- Task directions -
Nothing but the records, transcribed exactly, should appear in the answer; leave the pictures out.

- Data for processing -
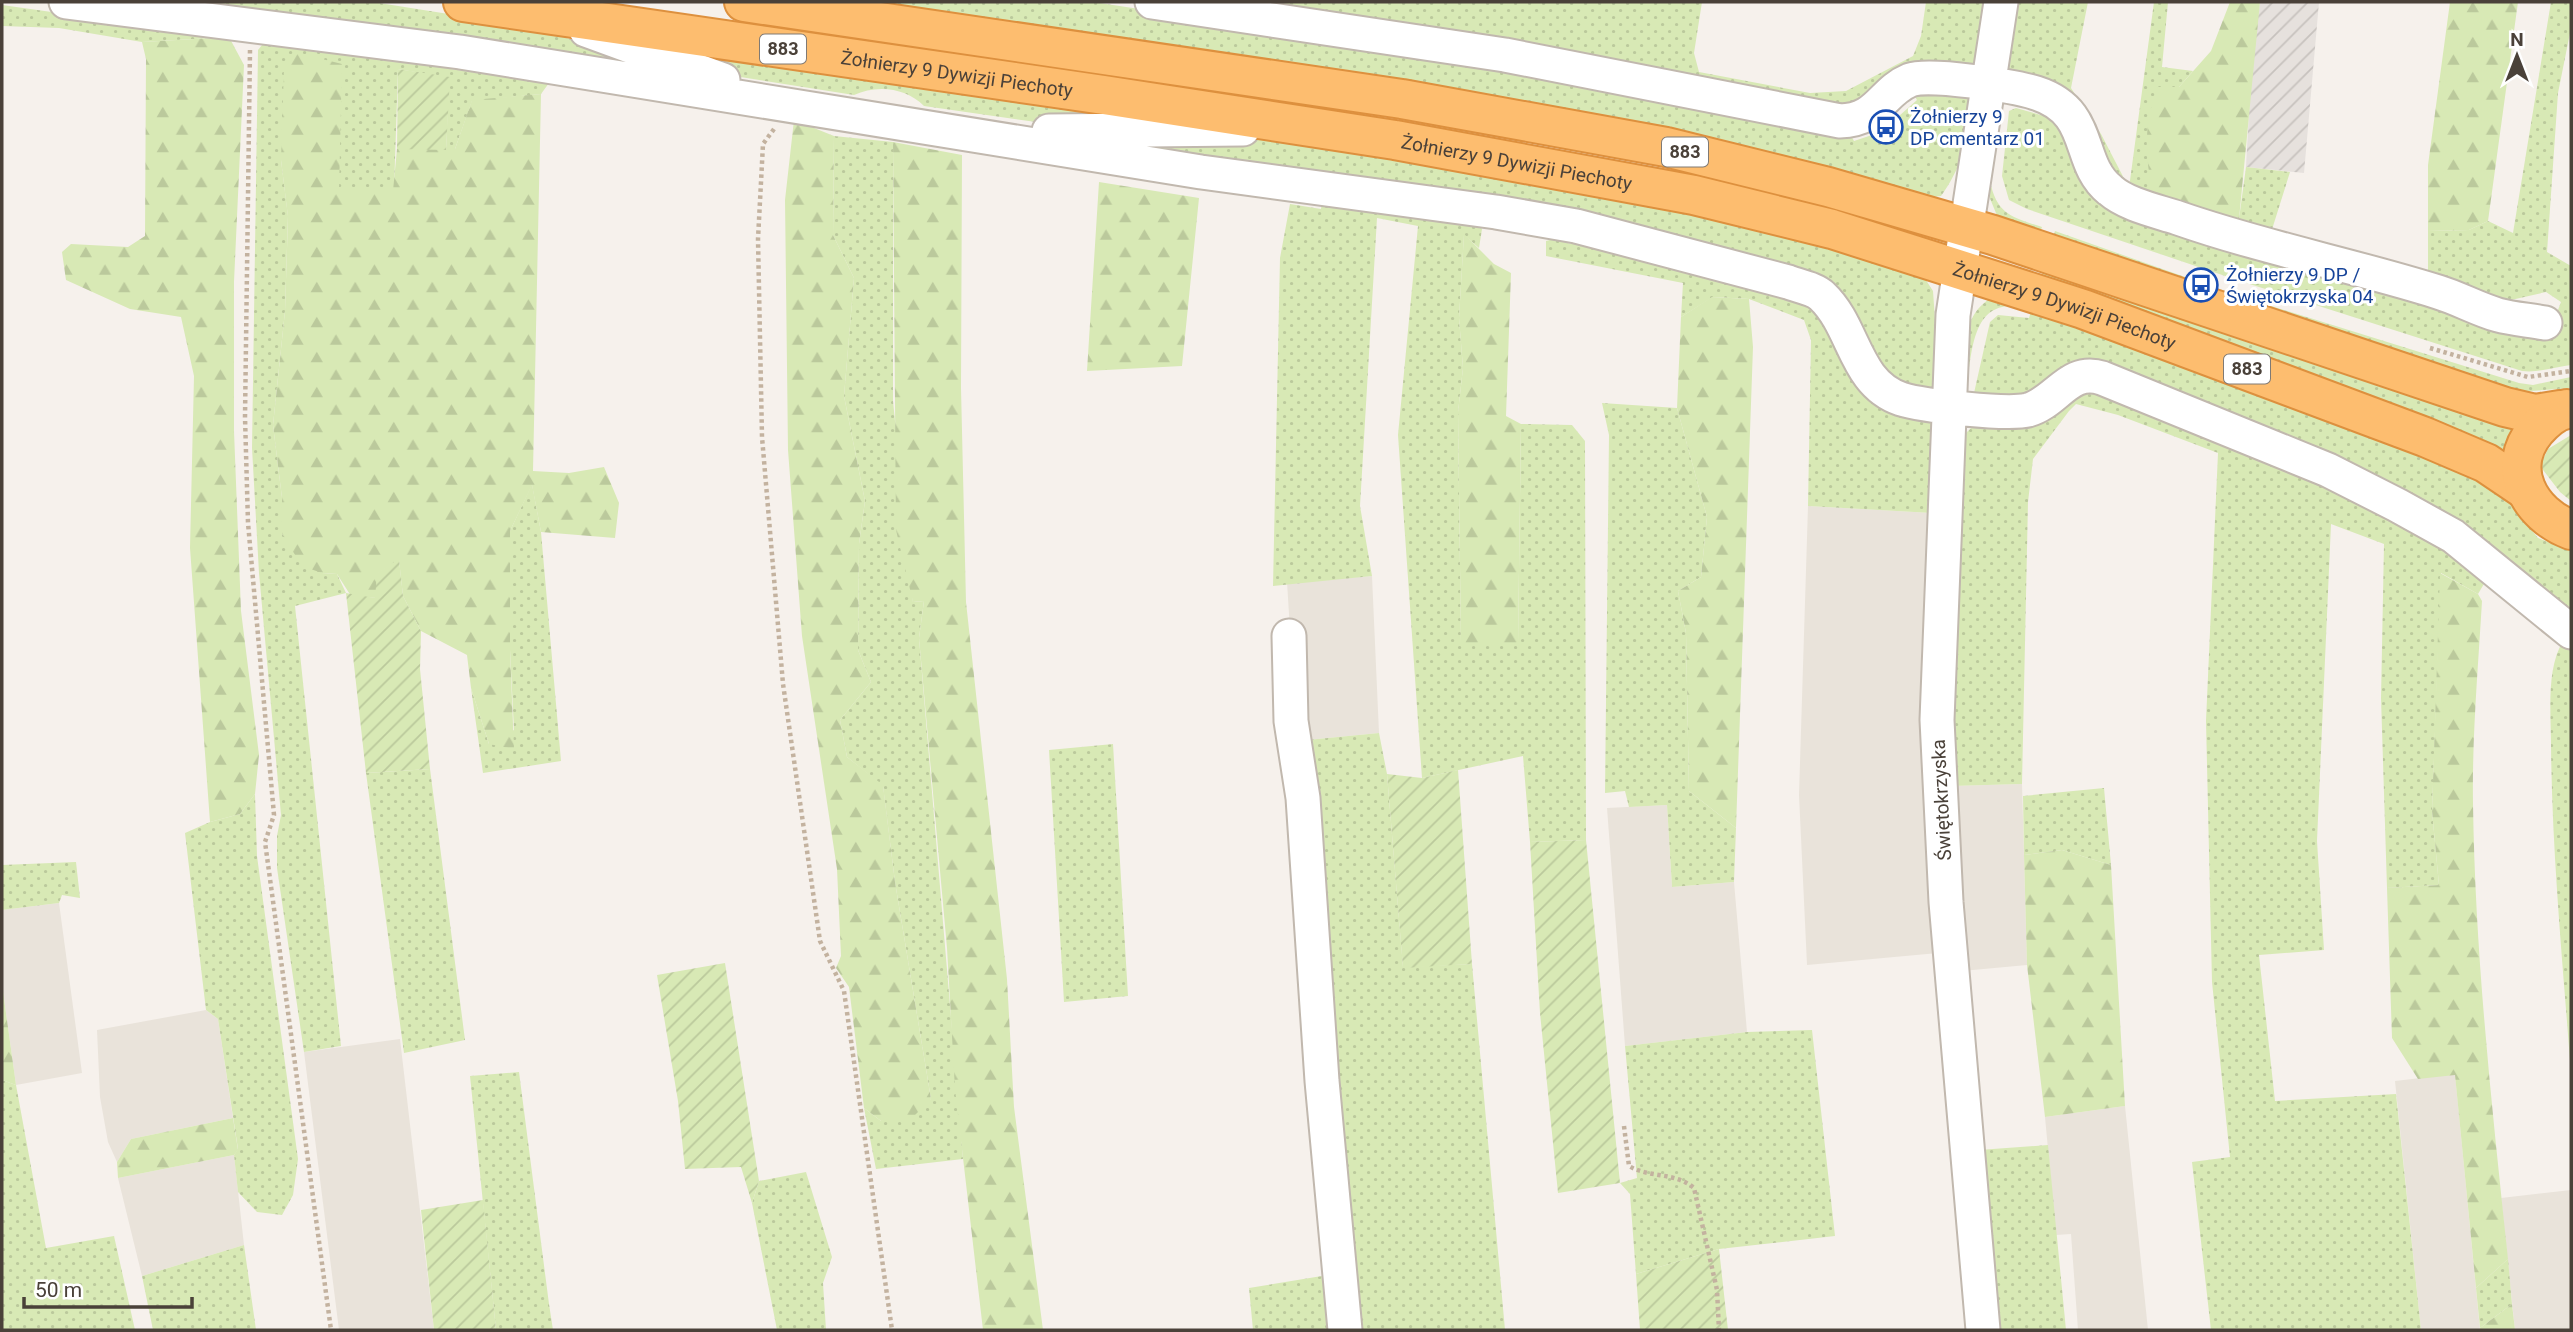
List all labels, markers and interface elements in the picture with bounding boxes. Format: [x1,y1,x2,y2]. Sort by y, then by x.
north arrow [2482,21,2552,91]
text: N [2510,28,2524,51]
road number: 883 [760,34,806,64]
street label: Żołnierzy 9 Dywizji Piechoty [839,46,1074,102]
place label: Żołnierzy 9 DP cmentarz 01 [1910,105,2045,150]
bus stop icon: Żołnierzy 9 DP cmentarz 01 [1867,108,1905,146]
street label: Żołnierzy 9 Dywizji Piechoty [1399,130,1634,195]
road number: 883 [1662,138,1708,167]
street label: Żołnierzy 9 Dywizji Piechoty [1950,257,2179,355]
place label: Żołnierzy 9 DP / Świętokrzyska 04 [2226,263,2374,308]
bus stop icon: Żołnierzy 9 DP / Świętokrzyska 04 [2182,266,2220,304]
road number: 883 [2224,354,2270,384]
street label: Świętokrzyska [1927,739,1956,861]
scale bar [24,1266,192,1310]
text: 50 m [35,1278,82,1302]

- Reply -
List all labels, markers and interface elements in the picture with bounding boxes. Format: [x1,y1,x2,y2]. Sort by y, then by x.
north arrow [2482,21,2552,91]
text: N [2510,28,2524,51]
road number: 883 [760,34,806,64]
street label: Żołnierzy 9 Dywizji Piechoty [839,46,1074,102]
place label: Żołnierzy 9 DP cmentarz 01 [1910,105,2045,150]
bus stop icon: Żołnierzy 9 DP cmentarz 01 [1867,108,1905,146]
street label: Żołnierzy 9 Dywizji Piechoty [1399,130,1634,195]
road number: 883 [1662,138,1708,167]
street label: Żołnierzy 9 Dywizji Piechoty [1950,257,2179,355]
place label: Żołnierzy 9 DP / Świętokrzyska 04 [2226,263,2374,308]
bus stop icon: Żołnierzy 9 DP / Świętokrzyska 04 [2182,266,2220,304]
road number: 883 [2224,354,2270,384]
street label: Świętokrzyska [1927,739,1956,861]
scale bar [24,1266,192,1310]
text: 50 m [35,1278,82,1302]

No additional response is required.